Collected data entries
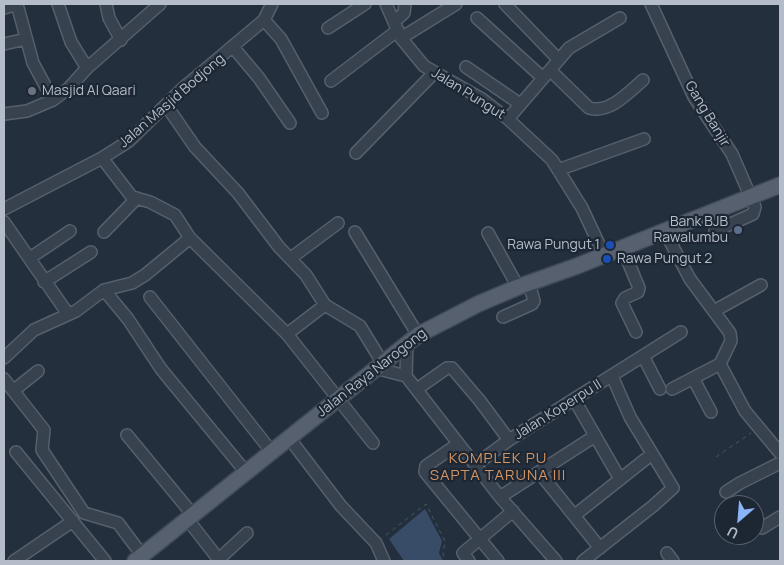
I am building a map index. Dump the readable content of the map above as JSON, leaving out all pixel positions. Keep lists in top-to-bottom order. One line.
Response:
{"streets":{"main road":["Jalan Raya Narogong"],"street":["Jalan Pungut","Jalan Masjid Bodjong","Gang Banjir","Jalan Koperpu II"]},"crossings":[["Jalan Pungut","Jalan Raya Narogong"],["Gang Banjir","Jalan Raya Narogong"]],"districts":["KOMPLEK PU SAPTA TARUNA III"],"places":["Masjid Al Qaari","Bank BJB Rawalumbu","Rawa Pungut 1","Rawa Pungut 2"],"north":"bottom left"}
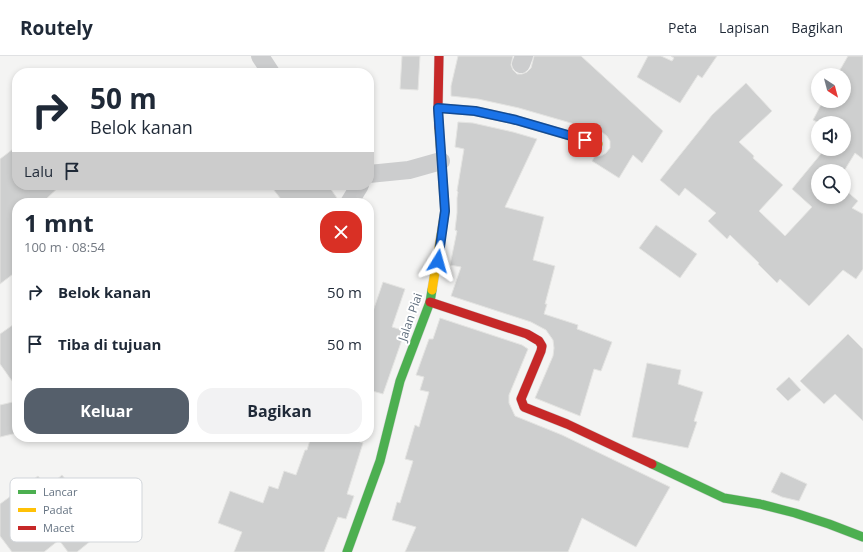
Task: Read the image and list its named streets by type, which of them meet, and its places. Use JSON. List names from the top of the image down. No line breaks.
{"streets":{"street":["Jalan Piai"]},"legend":["Lancar","Padat","Macet"],"north":"bottom right","page":{"header":"Routely","nav":["Peta","Lapisan","Bagikan"],"turn":["50 m","Belok kanan"],"then":"Lalu","heading":["1 mnt","100 m · 08:54"],"list":[{"name":"Belok kanan","value":"50 m"},{"name":"Tiba di tujuan","value":"50 m"}],"buttons":["Keluar","Bagikan"]}}
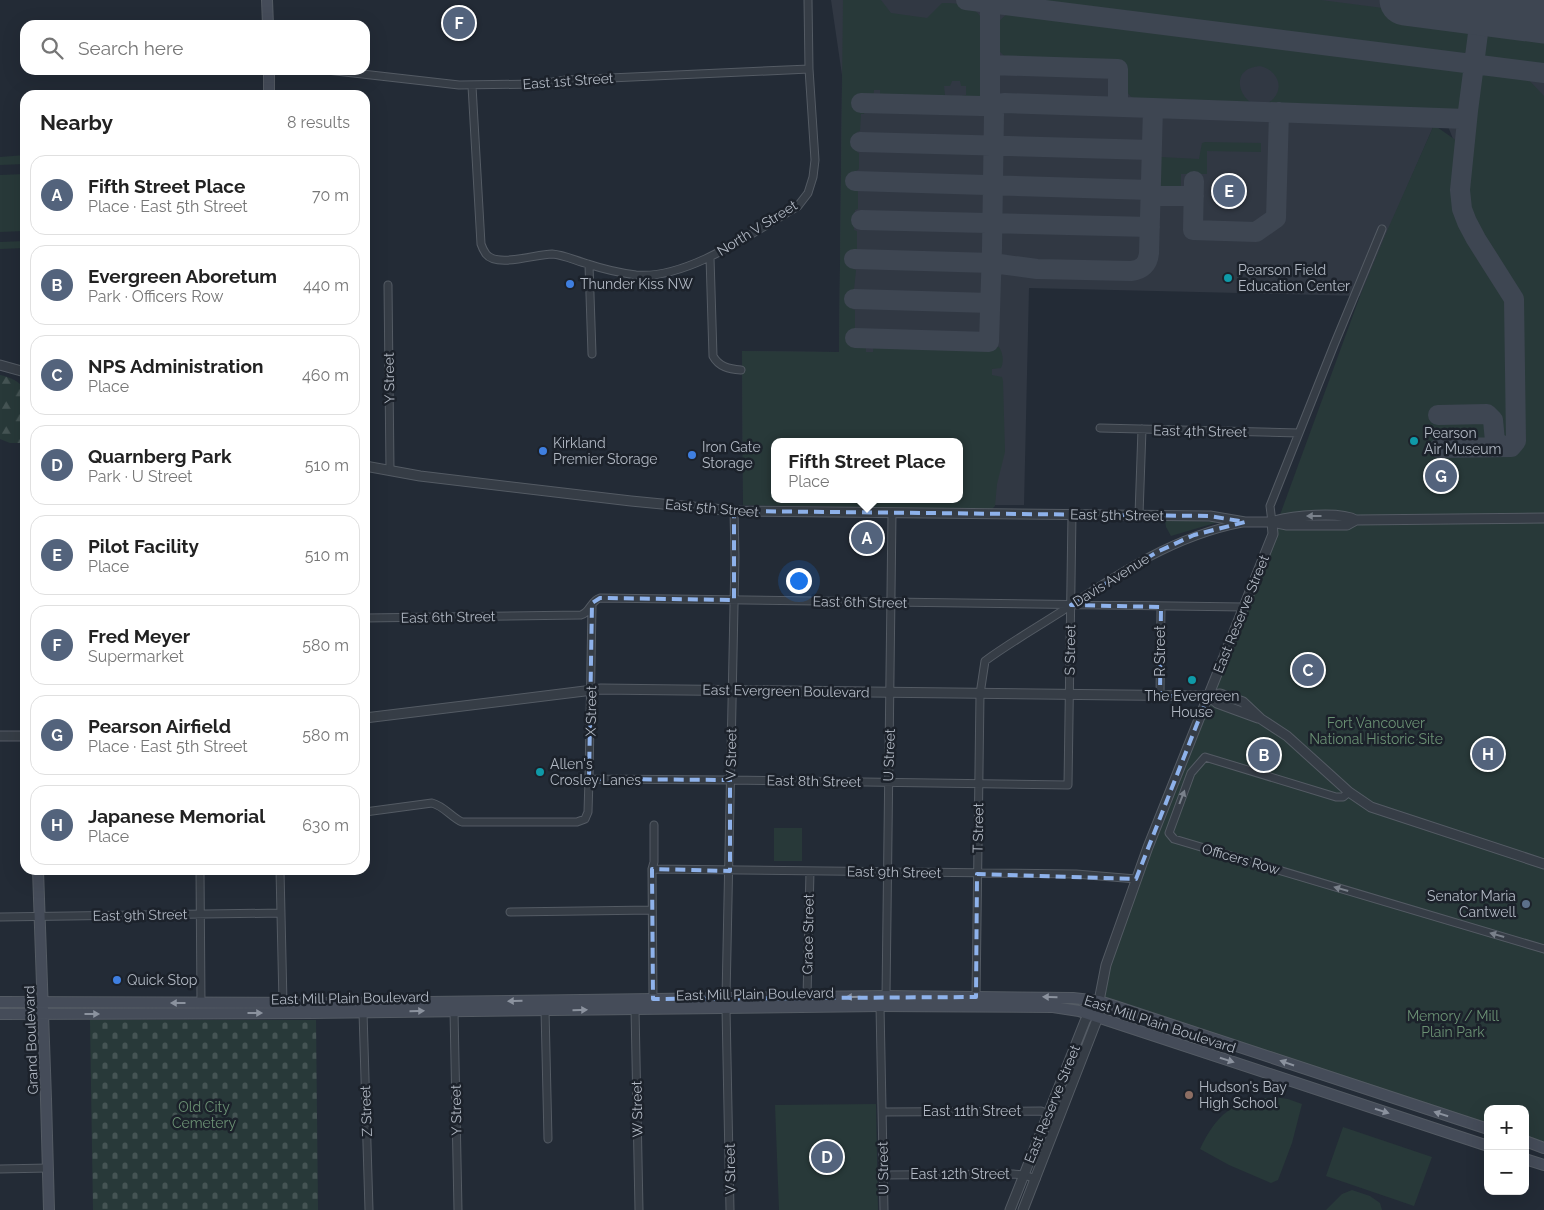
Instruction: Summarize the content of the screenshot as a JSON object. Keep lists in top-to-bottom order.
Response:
{
  "streets": {
    "main road": ["East Mill Plain Boulevard", "Grand Boulevard"],
    "street": [
      "East 1st Street",
      "North V Street",
      "Y Street",
      "East 4th Street",
      "East 5th Street",
      "Davis Avenue",
      "East 6th Street",
      "East Reserve Street",
      "S Street",
      "R Street",
      "East Evergreen Boulevard",
      "X Street",
      "V Street",
      "U Street",
      "East 8th Street",
      "T Street",
      "Officers Row",
      "East 9th Street",
      "Grace Street",
      "W Street",
      "Z Street",
      "East 11th Street",
      "East 12th Street"
    ]
  },
  "crossings": [
    ["East 1st Street", "North V Street"],
    ["Y Street", "East 5th Street"],
    ["Y Street", "East Mill Plain Boulevard"],
    ["East 4th Street", "East Reserve Street"],
    ["East 5th Street", "Davis Avenue"],
    ["East 5th Street", "East Reserve Street"],
    ["East 5th Street", "S Street"],
    ["East 5th Street", "V Street"],
    ["East 5th Street", "U Street"],
    ["Davis Avenue", "East 6th Street"],
    ["Davis Avenue", "S Street"],
    ["Davis Avenue", "T Street"],
    ["East 6th Street", "East Reserve Street"],
    ["East 6th Street", "S Street"],
    ["East 6th Street", "R Street"],
    ["East 6th Street", "X Street"],
    ["East 6th Street", "V Street"],
    ["East 6th Street", "U Street"],
    ["East Reserve Street", "East Evergreen Boulevard"],
    ["East Reserve Street", "East 9th Street"],
    ["East Reserve Street", "East Mill Plain Boulevard"],
    ["East Reserve Street", "East 11th Street"],
    ["East Reserve Street", "East 12th Street"],
    ["S Street", "East Evergreen Boulevard"],
    ["S Street", "East 8th Street"],
    ["R Street", "East Evergreen Boulevard"],
    ["East Evergreen Boulevard", "X Street"],
    ["East Evergreen Boulevard", "V Street"],
    ["East Evergreen Boulevard", "U Street"],
    ["East Evergreen Boulevard", "T Street"],
    ["East Evergreen Boulevard", "Officers Row"],
    ["X Street", "East 8th Street"],
    ["V Street", "East 8th Street"],
    ["V Street", "East 9th Street"],
    ["V Street", "East Mill Plain Boulevard"],
    ["U Street", "East 8th Street"],
    ["U Street", "East 9th Street"],
    ["U Street", "East Mill Plain Boulevard"],
    ["U Street", "East 11th Street"],
    ["U Street", "East 12th Street"],
    ["East 8th Street", "T Street"],
    ["T Street", "East 9th Street"],
    ["T Street", "East Mill Plain Boulevard"],
    ["East 9th Street", "Grace Street"],
    ["East 9th Street", "Grand Boulevard"],
    ["Grace Street", "East Mill Plain Boulevard"],
    ["East Mill Plain Boulevard", "Grand Boulevard"],
    ["East Mill Plain Boulevard", "W Street"],
    ["East Mill Plain Boulevard", "Z Street"]
  ],
  "parks": ["Fort Vancouver National Historic Site", "Memory / Mill Plain Park", "Old City Cemetery"],
  "places": [
    "Pearson Field Education Center",
    "Thunder Kiss NW",
    "Pearson Air Museum",
    "Kirkland Premier Storage",
    "Iron Gate Storage",
    "The Evergreen House",
    "Allen's Crosley Lanes",
    "Senator Maria Cantwell",
    "Quick Stop",
    "Hudson's Bay High School"
  ],
  "page": {
    "pins": [
      "F",
      "E",
      "G",
      "A",
      "C",
      "H",
      "B",
      "D"
    ],
    "search": "Search here",
    "heading": ["Nearby", "8 results"],
    "list": [
      {
        "mark": "A",
        "name": "Fifth Street Place",
        "note": "Place · East 5th Street",
        "value": "70 m"
      },
      {
        "mark": "B",
        "name": "Evergreen Aboretum",
        "note": "Park · Officers Row",
        "value": "440 m"
      },
      {
        "mark": "C",
        "name": "NPS Administration",
        "note": "Place",
        "value": "460 m"
      },
      {
        "mark": "D",
        "name": "Quarnberg Park",
        "note": "Park · U Street",
        "value": "510 m"
      },
      {
        "mark": "E",
        "name": "Pilot Facility",
        "note": "Place",
        "value": "510 m"
      },
      {
        "mark": "F",
        "name": "Fred Meyer",
        "note": "Supermarket",
        "value": "580 m"
      },
      {
        "mark": "G",
        "name": "Pearson Airfield",
        "note": "Place · East 5th Street",
        "value": "580 m"
      },
      {
        "mark": "H",
        "name": "Japanese Memorial",
        "note": "Place",
        "value": "630 m"
      }
    ],
    "popup": ["Fifth Street Place", "Place"],
    "map_buttons": ["+", "−"]
  }
}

**What this task involves:** Once the pictures are set aside, repeat each entry exactly as it stands.

**The answer:**
I am building a map index. Dump the readable content of the map above as JSON, leaving out all pixel positions. Keep lists in top-to-bottom order. One line.
Response:
{"streets":{"main road":["Jalan Raya Narogong"],"street":["Jalan Pungut","Jalan Masjid Bodjong","Gang Banjir","Jalan Koperpu II"]},"crossings":[["Jalan Pungut","Jalan Raya Narogong"],["Gang Banjir","Jalan Raya Narogong"]],"districts":["KOMPLEK PU SAPTA TARUNA III"],"places":["Masjid Al Qaari","Bank BJB Rawalumbu","Rawa Pungut 1","Rawa Pungut 2"],"north":"bottom left"}
Task: Read the image and list its named streets by type, which of them meet, and its places. Use JSON. List names from the top of the image down. No line breaks.
{"streets":{"street":["Jalan Piai"]},"legend":["Lancar","Padat","Macet"],"north":"bottom right","page":{"header":"Routely","nav":["Peta","Lapisan","Bagikan"],"turn":["50 m","Belok kanan"],"then":"Lalu","heading":["1 mnt","100 m · 08:54"],"list":[{"name":"Belok kanan","value":"50 m"},{"name":"Tiba di tujuan","value":"50 m"}],"buttons":["Keluar","Bagikan"]}}
Instruction: Summarize the content of the screenshot as a JSON object. Keep lists in top-to-bottom order.
Response:
{
  "streets": {
    "main road": ["East Mill Plain Boulevard", "Grand Boulevard"],
    "street": [
      "East 1st Street",
      "North V Street",
      "Y Street",
      "East 4th Street",
      "East 5th Street",
      "Davis Avenue",
      "East 6th Street",
      "East Reserve Street",
      "S Street",
      "R Street",
      "East Evergreen Boulevard",
      "X Street",
      "V Street",
      "U Street",
      "East 8th Street",
      "T Street",
      "Officers Row",
      "East 9th Street",
      "Grace Street",
      "W Street",
      "Z Street",
      "East 11th Street",
      "East 12th Street"
    ]
  },
  "crossings": [
    ["East 1st Street", "North V Street"],
    ["Y Street", "East 5th Street"],
    ["Y Street", "East Mill Plain Boulevard"],
    ["East 4th Street", "East Reserve Street"],
    ["East 5th Street", "Davis Avenue"],
    ["East 5th Street", "East Reserve Street"],
    ["East 5th Street", "S Street"],
    ["East 5th Street", "V Street"],
    ["East 5th Street", "U Street"],
    ["Davis Avenue", "East 6th Street"],
    ["Davis Avenue", "S Street"],
    ["Davis Avenue", "T Street"],
    ["East 6th Street", "East Reserve Street"],
    ["East 6th Street", "S Street"],
    ["East 6th Street", "R Street"],
    ["East 6th Street", "X Street"],
    ["East 6th Street", "V Street"],
    ["East 6th Street", "U Street"],
    ["East Reserve Street", "East Evergreen Boulevard"],
    ["East Reserve Street", "East 9th Street"],
    ["East Reserve Street", "East Mill Plain Boulevard"],
    ["East Reserve Street", "East 11th Street"],
    ["East Reserve Street", "East 12th Street"],
    ["S Street", "East Evergreen Boulevard"],
    ["S Street", "East 8th Street"],
    ["R Street", "East Evergreen Boulevard"],
    ["East Evergreen Boulevard", "X Street"],
    ["East Evergreen Boulevard", "V Street"],
    ["East Evergreen Boulevard", "U Street"],
    ["East Evergreen Boulevard", "T Street"],
    ["East Evergreen Boulevard", "Officers Row"],
    ["X Street", "East 8th Street"],
    ["V Street", "East 8th Street"],
    ["V Street", "East 9th Street"],
    ["V Street", "East Mill Plain Boulevard"],
    ["U Street", "East 8th Street"],
    ["U Street", "East 9th Street"],
    ["U Street", "East Mill Plain Boulevard"],
    ["U Street", "East 11th Street"],
    ["U Street", "East 12th Street"],
    ["East 8th Street", "T Street"],
    ["T Street", "East 9th Street"],
    ["T Street", "East Mill Plain Boulevard"],
    ["East 9th Street", "Grace Street"],
    ["East 9th Street", "Grand Boulevard"],
    ["Grace Street", "East Mill Plain Boulevard"],
    ["East Mill Plain Boulevard", "Grand Boulevard"],
    ["East Mill Plain Boulevard", "W Street"],
    ["East Mill Plain Boulevard", "Z Street"]
  ],
  "parks": ["Fort Vancouver National Historic Site", "Memory / Mill Plain Park", "Old City Cemetery"],
  "places": [
    "Pearson Field Education Center",
    "Thunder Kiss NW",
    "Pearson Air Museum",
    "Kirkland Premier Storage",
    "Iron Gate Storage",
    "The Evergreen House",
    "Allen's Crosley Lanes",
    "Senator Maria Cantwell",
    "Quick Stop",
    "Hudson's Bay High School"
  ],
  "page": {
    "pins": [
      "F",
      "E",
      "G",
      "A",
      "C",
      "H",
      "B",
      "D"
    ],
    "search": "Search here",
    "heading": ["Nearby", "8 results"],
    "list": [
      {
        "mark": "A",
        "name": "Fifth Street Place",
        "note": "Place · East 5th Street",
        "value": "70 m"
      },
      {
        "mark": "B",
        "name": "Evergreen Aboretum",
        "note": "Park · Officers Row",
        "value": "440 m"
      },
      {
        "mark": "C",
        "name": "NPS Administration",
        "note": "Place",
        "value": "460 m"
      },
      {
        "mark": "D",
        "name": "Quarnberg Park",
        "note": "Park · U Street",
        "value": "510 m"
      },
      {
        "mark": "E",
        "name": "Pilot Facility",
        "note": "Place",
        "value": "510 m"
      },
      {
        "mark": "F",
        "name": "Fred Meyer",
        "note": "Supermarket",
        "value": "580 m"
      },
      {
        "mark": "G",
        "name": "Pearson Airfield",
        "note": "Place · East 5th Street",
        "value": "580 m"
      },
      {
        "mark": "H",
        "name": "Japanese Memorial",
        "note": "Place",
        "value": "630 m"
      }
    ],
    "popup": ["Fifth Street Place", "Place"],
    "map_buttons": ["+", "−"]
  }
}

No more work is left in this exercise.